Crude Sees Bull Run Again
U.S. oil futures have been erratic in 2016 with prices recovering from a 12-year low of $26.21 a barrel in February to the $50/barrel mark in early June and then slipping again to under $40.
While factors like Canadian wildfires, Nigerian outages/disruptions, production issues in Venezuela and a strike by Kuwaiti oil workers contributed to the jump in prices earlier this year that saw the benchmark recover significantly, these issues have now vanished from the market. As of now, overproduction of crude and a glut of refined products keep the commodity under pressure.
At over 520 million barrels, current crude supplies are up 14% from the year-ago period and are at the highest level during this time of the year. As it is, improvement in oil fundamentals remain fragile with the existing stocks of refined product inventories – gasoline and distillate – remaining at their maximum seasonal levels in at least 20 years despite healthy demand. Piling on the misery is the Baker Hughes report, which revealed a steady rise in the U.S. oil rig count and pointed to a resurgence in shale drilling activities.
But over the past few trading days, West Texas Intermediate (WTI) crude futures have surged more than 20% to touch $48.22 per barrel on Aug 18, from a low settlement price of $39.50 on Aug 2. This is also the highest level since Jul 1. This bull-run came on renewed hopes of a production freeze from the 14-member OPEC bloc and Russia when they will meet next month in Algeria.
4 Energy Stocks Standing Out
For investors wanting to take advantage of the bullish oil landscape, we present four companies that deserve attention. Each of these has a favorable Zacks Rank #1 (Strong Buy) or #2 (Buy). These picks also have promising momentum metrics (Momentum Score = ’A’).
The Momentum Style Score indicates when the timing is favorable to enter a stock to take maximum advantage of the momentum. The momentum-effect is quite strong among Zacks Rank #1 and #2 stocks because as earnings estimate revisions rise, prices race ahead and future estimate revisions rise, resulting in even bigger gains.
Devon Energy Corporation DVN, based in Oklahoma City, is an independent energy company engaged primarily in the exploration, development and production of oil and natural gas. The company’s oil and gas operations are mainly concentrated on the onshore areas of North America, including the U.S. and Canada.
Over the past four quarters, the company with a Zacks Rank #1 posted an average positive earnings surprise of 44.08%. Moreover, over the past 30 days, the Zacks Consensus Estimate for the third quarter got revised to a loss of 1 cent which is a lot narrower than the prior estimate of a loss of 14 cents.
Headquartered in Dallas, TX, Matador Resources Company MTDR is an upstream energy player primarily involved in activities like exploration, development, production and acquisition of oil and natural gas assets in the U.S.

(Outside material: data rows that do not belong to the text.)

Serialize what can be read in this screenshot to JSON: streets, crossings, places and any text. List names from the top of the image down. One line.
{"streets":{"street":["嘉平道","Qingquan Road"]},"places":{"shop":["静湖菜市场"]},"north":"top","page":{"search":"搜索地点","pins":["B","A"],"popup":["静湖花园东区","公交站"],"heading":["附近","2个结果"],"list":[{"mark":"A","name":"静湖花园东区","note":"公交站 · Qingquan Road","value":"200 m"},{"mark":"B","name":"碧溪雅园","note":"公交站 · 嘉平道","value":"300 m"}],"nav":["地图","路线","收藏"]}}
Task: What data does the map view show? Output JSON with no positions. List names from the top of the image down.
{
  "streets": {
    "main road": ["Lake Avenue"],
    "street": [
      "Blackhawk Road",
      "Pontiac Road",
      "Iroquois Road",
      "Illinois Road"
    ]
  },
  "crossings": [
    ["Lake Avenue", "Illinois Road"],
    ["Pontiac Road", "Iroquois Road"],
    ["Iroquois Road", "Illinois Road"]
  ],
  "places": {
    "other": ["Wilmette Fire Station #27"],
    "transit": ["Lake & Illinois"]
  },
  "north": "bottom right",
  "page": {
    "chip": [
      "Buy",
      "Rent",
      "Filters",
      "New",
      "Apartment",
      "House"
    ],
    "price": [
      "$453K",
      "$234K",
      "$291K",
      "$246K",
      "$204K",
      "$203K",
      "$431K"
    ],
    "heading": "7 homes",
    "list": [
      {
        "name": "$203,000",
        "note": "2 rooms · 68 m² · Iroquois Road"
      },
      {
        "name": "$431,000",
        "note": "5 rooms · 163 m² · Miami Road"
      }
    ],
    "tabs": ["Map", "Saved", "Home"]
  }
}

It is to be noted that this company, carrying a Zacks Rank #1, also posted a positive earnings surprise of 125.51% over the last four quarters.
Houston, TX-based EOG Resources Inc. EOG is a major independent oil and gas exploration and production company, with operations in the U.S., Canada, offshore Trinidad, the U.K., China, Canada and select other international areas.

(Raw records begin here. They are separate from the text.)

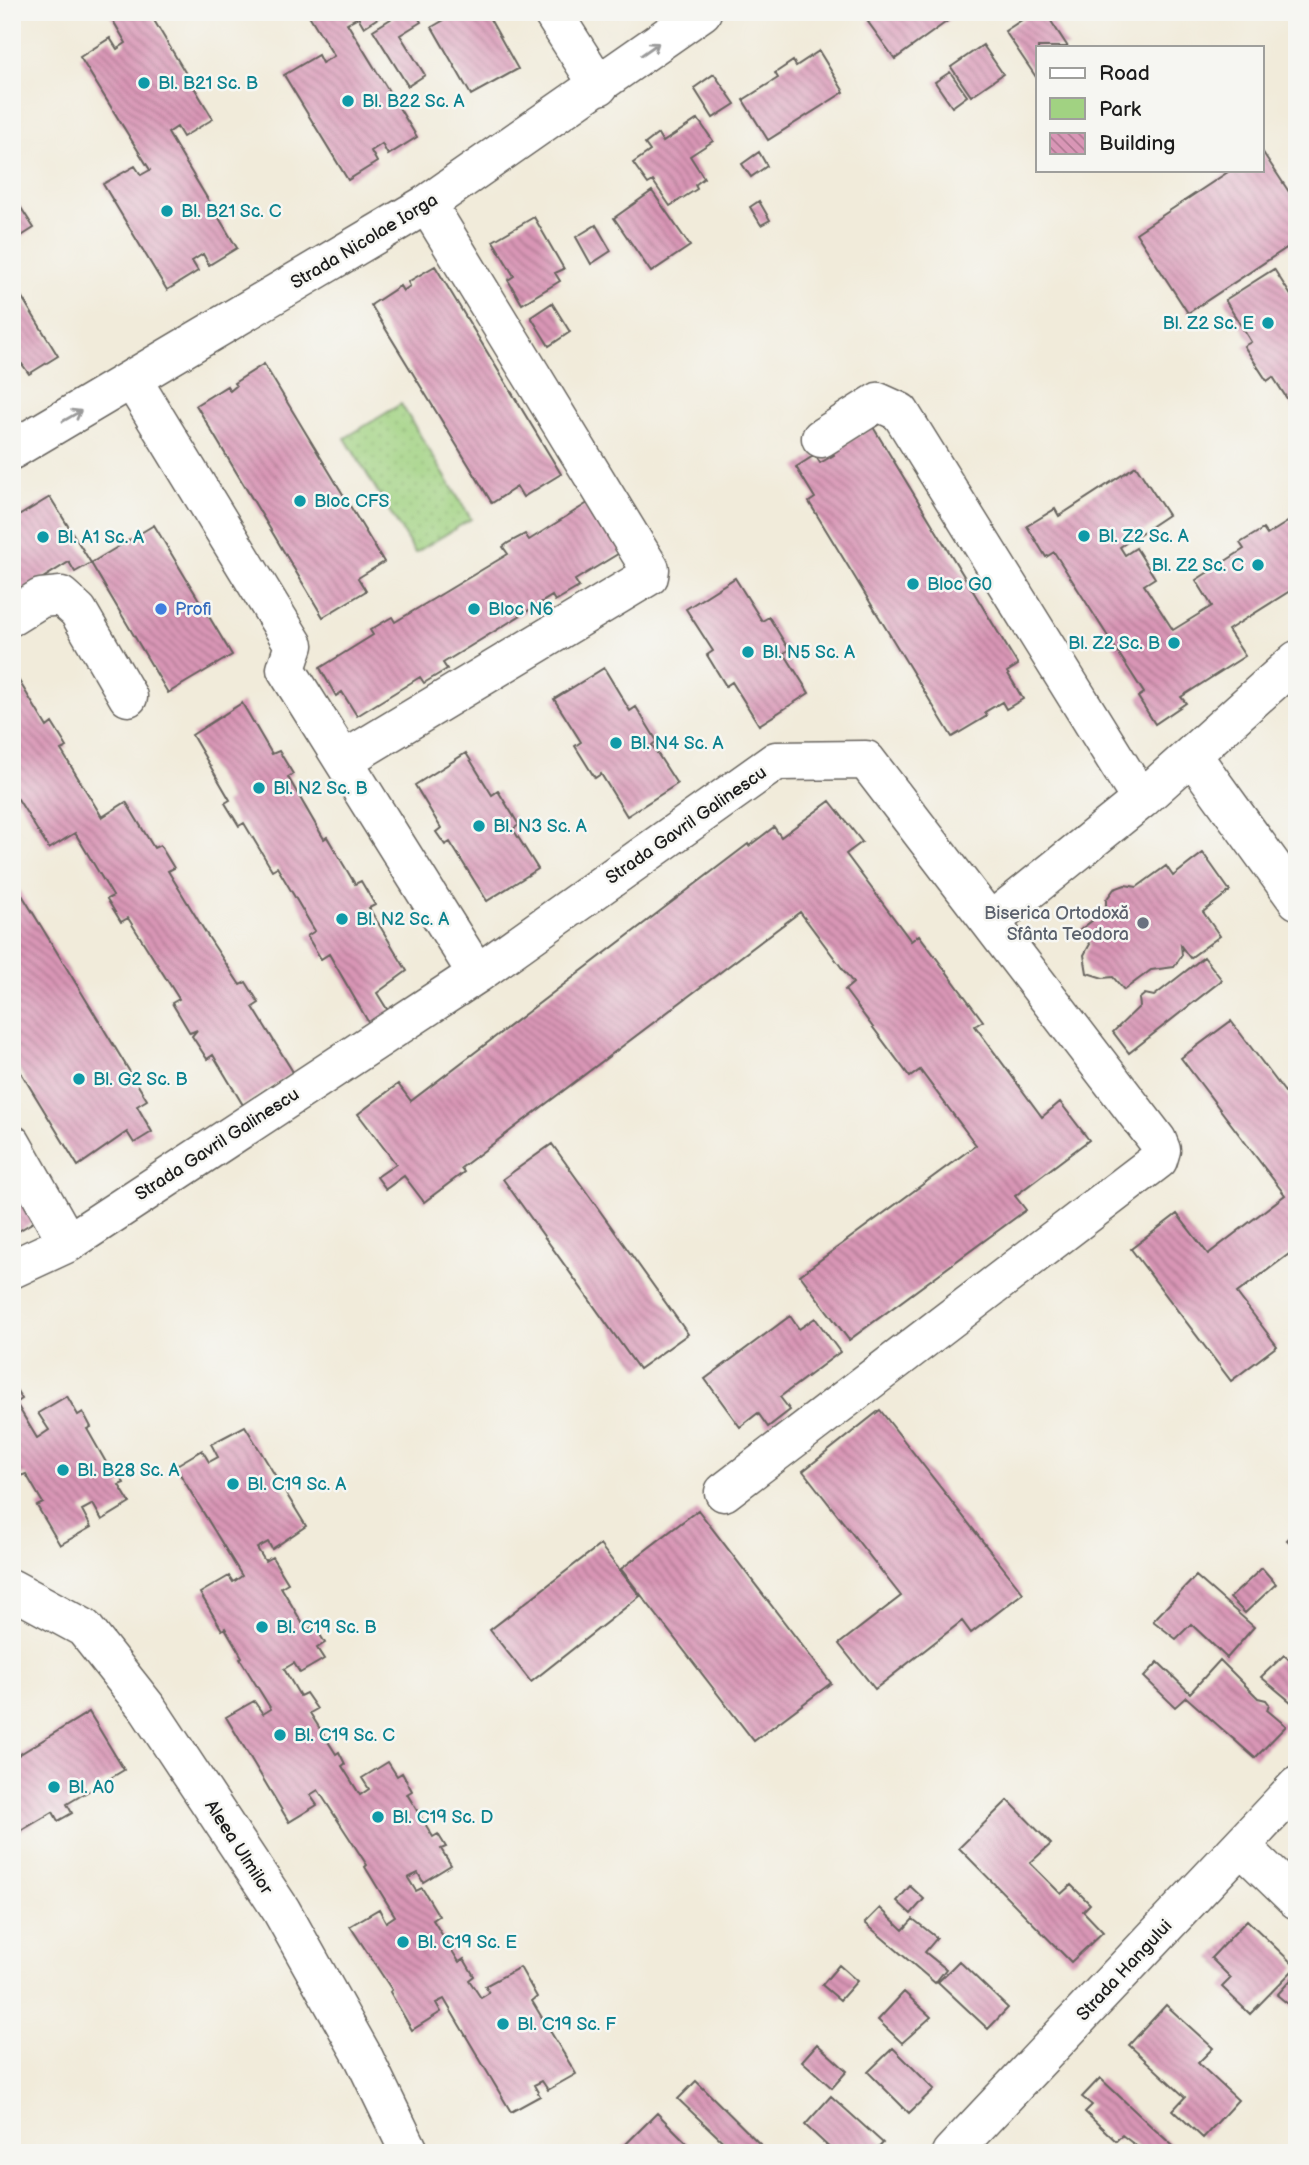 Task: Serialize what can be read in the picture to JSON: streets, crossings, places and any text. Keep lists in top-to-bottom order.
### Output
{
  "streets": {
    "street": [
      "Strada Nicolae Iorga",
      "Strada Gavril Galinescu",
      "Aleea Ulmilor",
      "Strada Hangului"
    ]
  },
  "places": [
    "Bl. B21 Sc. B",
    "Bl. B22 Sc. A",
    "Bl. B21 Sc. C",
    "Bl. Z2 Sc. E",
    "Bloc CFS",
    "Bl. Z2 Sc. A",
    "Bl. A1 Sc. A",
    "Bl. Z2 Sc. C",
    "Bloc G0",
    "Profi",
    "Bloc N6",
    "Bl. Z2 Sc. B",
    "Bl. N5 Sc. A",
    "Bl. N4 Sc. A",
    "Bl. N2 Sc. B",
    "Bl. N3 Sc. A",
    "Bl. N2 Sc. A",
    "Biserica Ortodoxă Sfânta Teodora",
    "Bl. G2 Sc. B",
    "Bl. B28 Sc. A",
    "Bl. C19 Sc. A",
    "Bl. C19 Sc. B",
    "Bl. C19 Sc. C",
    "Bl. A0",
    "Bl. C19 Sc. D",
    "Bl. C19 Sc. E",
    "Bl. C19 Sc. F"
  ],
  "legend": ["Road", "Park", "Building"]
}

Currently, the company carries a Zacks Rank #2. Over the last four quarters, EOG Resources reported an average positive earnings surprise of 37.98%. Moreover, over the last 30 days, the Zacks Consensus Estimate for the company’s third quarter got revised to a loss of 23 cents from the prior loss estimate of 36 cents.

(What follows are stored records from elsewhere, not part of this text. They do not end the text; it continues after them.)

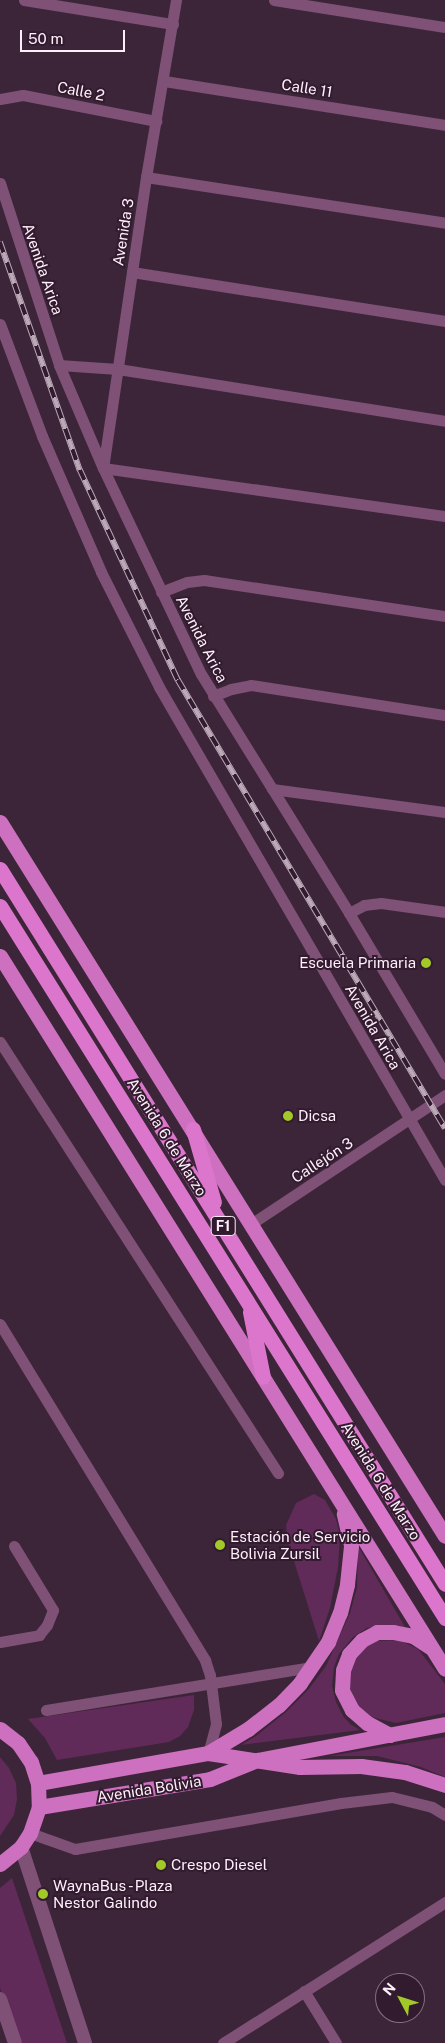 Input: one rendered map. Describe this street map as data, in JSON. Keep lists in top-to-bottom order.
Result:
{
  "streets": {
    "highway": ["Avenida 6 de Marzo", "F1"],
    "main road": ["Avenida Bolivia"],
    "street": [
      "Calle 11",
      "Calle 2",
      "Avenida 3",
      "Avenida Arica",
      "Callejón 3"
    ]
  },
  "crossings": [
    ["Calle 11", "Avenida 3"],
    ["Calle 2", "Avenida 3"],
    ["Avenida 3", "Avenida Arica"],
    ["Avenida Arica", "Callejón 3"],
    ["Avenida 6 de Marzo", "Callejón 3"]
  ],
  "places": [
    "Escuela Primaria",
    "Dicsa",
    "Estación de Servicio Bolivia Zursil",
    "Crespo Diesel",
    "WaynaBus - Plaza Nestor Galindo"
  ],
  "scale_bar": "50 m",
  "north": "top left"
} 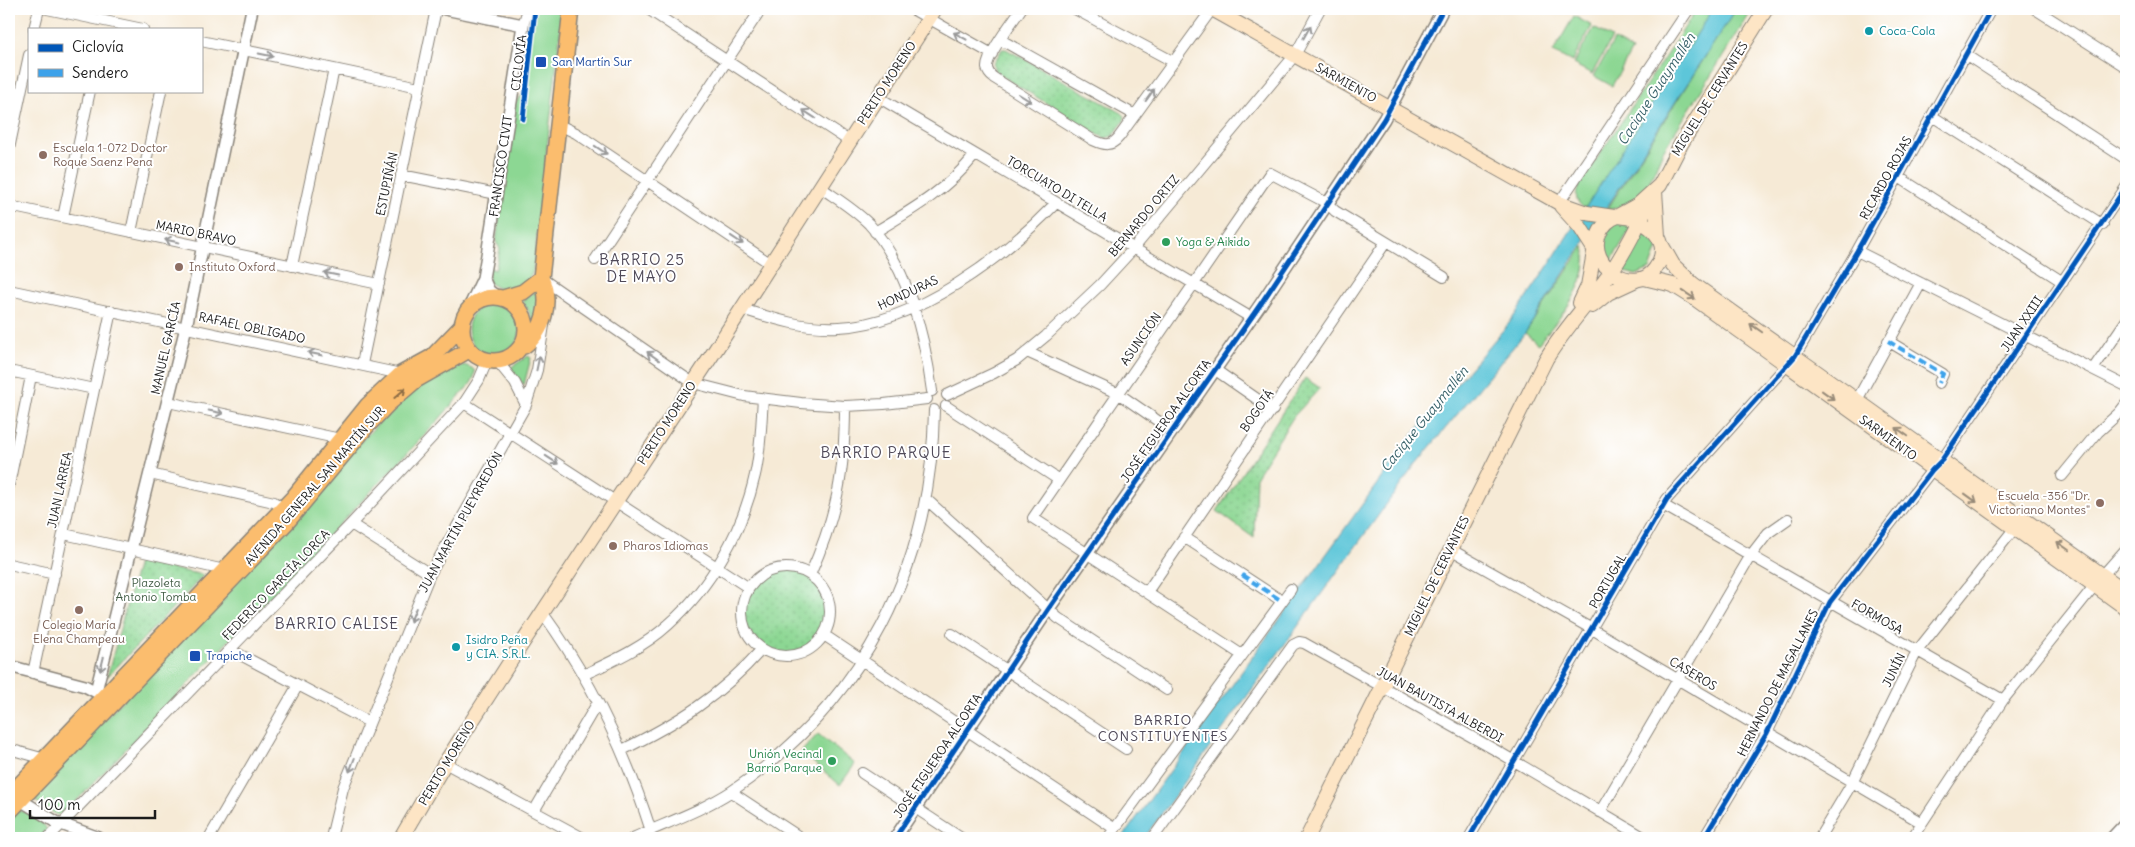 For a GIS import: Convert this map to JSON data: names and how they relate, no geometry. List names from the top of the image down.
{
  "streets": {
    "main road": [
      "PERITO MORENO",
      "SARMIENTO",
      "MIGUEL DE CERVANTES",
      "FRANCISCO CIVIT",
      "AVENIDA GENERAL SAN MARTÍN SUR",
      "JUAN MARTÍN PUEYRREDÓN"
    ],
    "street": [
      "RICARDO ROJAS",
      "ESTUPIÑÁN",
      "TORCUATO DI TELLA",
      "BERNARDO ORTIZ",
      "MARIO BRAVO",
      "HONDURAS",
      "JUAN XXIII",
      "RAFAEL OBLIGADO",
      "ASUNCIÓN",
      "MANUEL GARCÍA",
      "BOGOTÁ",
      "JOSÉ FIGUEROA ALCORTA",
      "JUAN LARREA",
      "PORTUGAL",
      "FEDERICO GARCÍA LORCA",
      "FORMOSA",
      "JUNÍN",
      "CASEROS",
      "HERNANDO DE MAGALLANES",
      "JUAN BAUTISTA ALBERDI"
    ],
    "cycle path": ["CICLOVÍA"]
  },
  "crossings": [
    ["PERITO MORENO", "TORCUATO DI TELLA"],
    ["PERITO MORENO", "HONDURAS"],
    ["SARMIENTO", "MIGUEL DE CERVANTES"],
    ["SARMIENTO", "RICARDO ROJAS"],
    ["SARMIENTO", "BERNARDO ORTIZ"],
    ["SARMIENTO", "JUAN XXIII"],
    ["SARMIENTO", "JOSÉ FIGUEROA ALCORTA"],
    ["SARMIENTO", "PORTUGAL"],
    ["SARMIENTO", "JUNÍN"],
    ["SARMIENTO", "HERNANDO DE MAGALLANES"],
    ["MIGUEL DE CERVANTES", "CASEROS"],
    ["MIGUEL DE CERVANTES", "JUAN BAUTISTA ALBERDI"],
    ["FRANCISCO CIVIT", "AVENIDA GENERAL SAN MARTÍN SUR"],
    ["FRANCISCO CIVIT", "FEDERICO GARCÍA LORCA"],
    ["RICARDO ROJAS", "PORTUGAL"],
    ["ESTUPIÑÁN", "MARIO BRAVO"],
    ["ESTUPIÑÁN", "RAFAEL OBLIGADO"],
    ["TORCUATO DI TELLA", "BERNARDO ORTIZ"],
    ["TORCUATO DI TELLA", "HONDURAS"],
    ["TORCUATO DI TELLA", "ASUNCIÓN"],
    ["TORCUATO DI TELLA", "JOSÉ FIGUEROA ALCORTA"],
    ["MARIO BRAVO", "MANUEL GARCÍA"],
    ["JUAN XXIII", "HERNANDO DE MAGALLANES"],
    ["RAFAEL OBLIGADO", "MANUEL GARCÍA"],
    ["RAFAEL OBLIGADO", "AVENIDA GENERAL SAN MARTÍN SUR"],
    ["RAFAEL OBLIGADO", "JUAN LARREA"],
    ["ASUNCIÓN", "JOSÉ FIGUEROA ALCORTA"],
    ["MANUEL GARCÍA", "AVENIDA GENERAL SAN MARTÍN SUR"],
    ["AVENIDA GENERAL SAN MARTÍN SUR", "FEDERICO GARCÍA LORCA"],
    ["PORTUGAL", "FORMOSA"],
    ["PORTUGAL", "CASEROS"],
    ["PORTUGAL", "JUAN BAUTISTA ALBERDI"],
    ["FORMOSA", "JUNÍN"],
    ["FORMOSA", "HERNANDO DE MAGALLANES"],
    ["JUNÍN", "CASEROS"],
    ["CASEROS", "HERNANDO DE MAGALLANES"]
  ],
  "one_way": ["MARIO BRAVO"],
  "districts": [
    "BARRIO 25 DE MAYO",
    "BARRIO PARQUE",
    "BARRIO CALISE",
    "BARRIO CONSTITUYENTES"
  ],
  "water": ["Cacique Guaymallén"],
  "parks": ["Plazoleta Antonio Tomba"],
  "places": {
    "other": [
      "Coca-Cola",
      "Escuela 1-072 Doctor Roque Saenz Pena",
      "Yoga & Aikido",
      "Instituto Oxford",
      "Escuela -356 \"Dr. Victoriano Montes\"",
      "Pharos Idiomas",
      "Colegio María Elena Champeau",
      "Isidro Peña y CIA. S.R.L.",
      "Unión Vecinal Barrio Parque"
    ],
    "transit": ["San Martín Sur", "Trapiche"]
  },
  "legend": ["Ciclovía", "Sendero"],
  "scale_bar": "100 m"
}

Denver, CO-based SM Energy Company SM with a Zacks Rank #2 is an independent oil and gas company engaged in the exploration, exploitation, development, acquisition and production of natural gas and crude oil in North America.
Over the last 30 days, the Zacks Consensus Estimate for the company’s third quarter came at a loss of 60 cents, narrower than the prior estimate of a loss of 82 cents.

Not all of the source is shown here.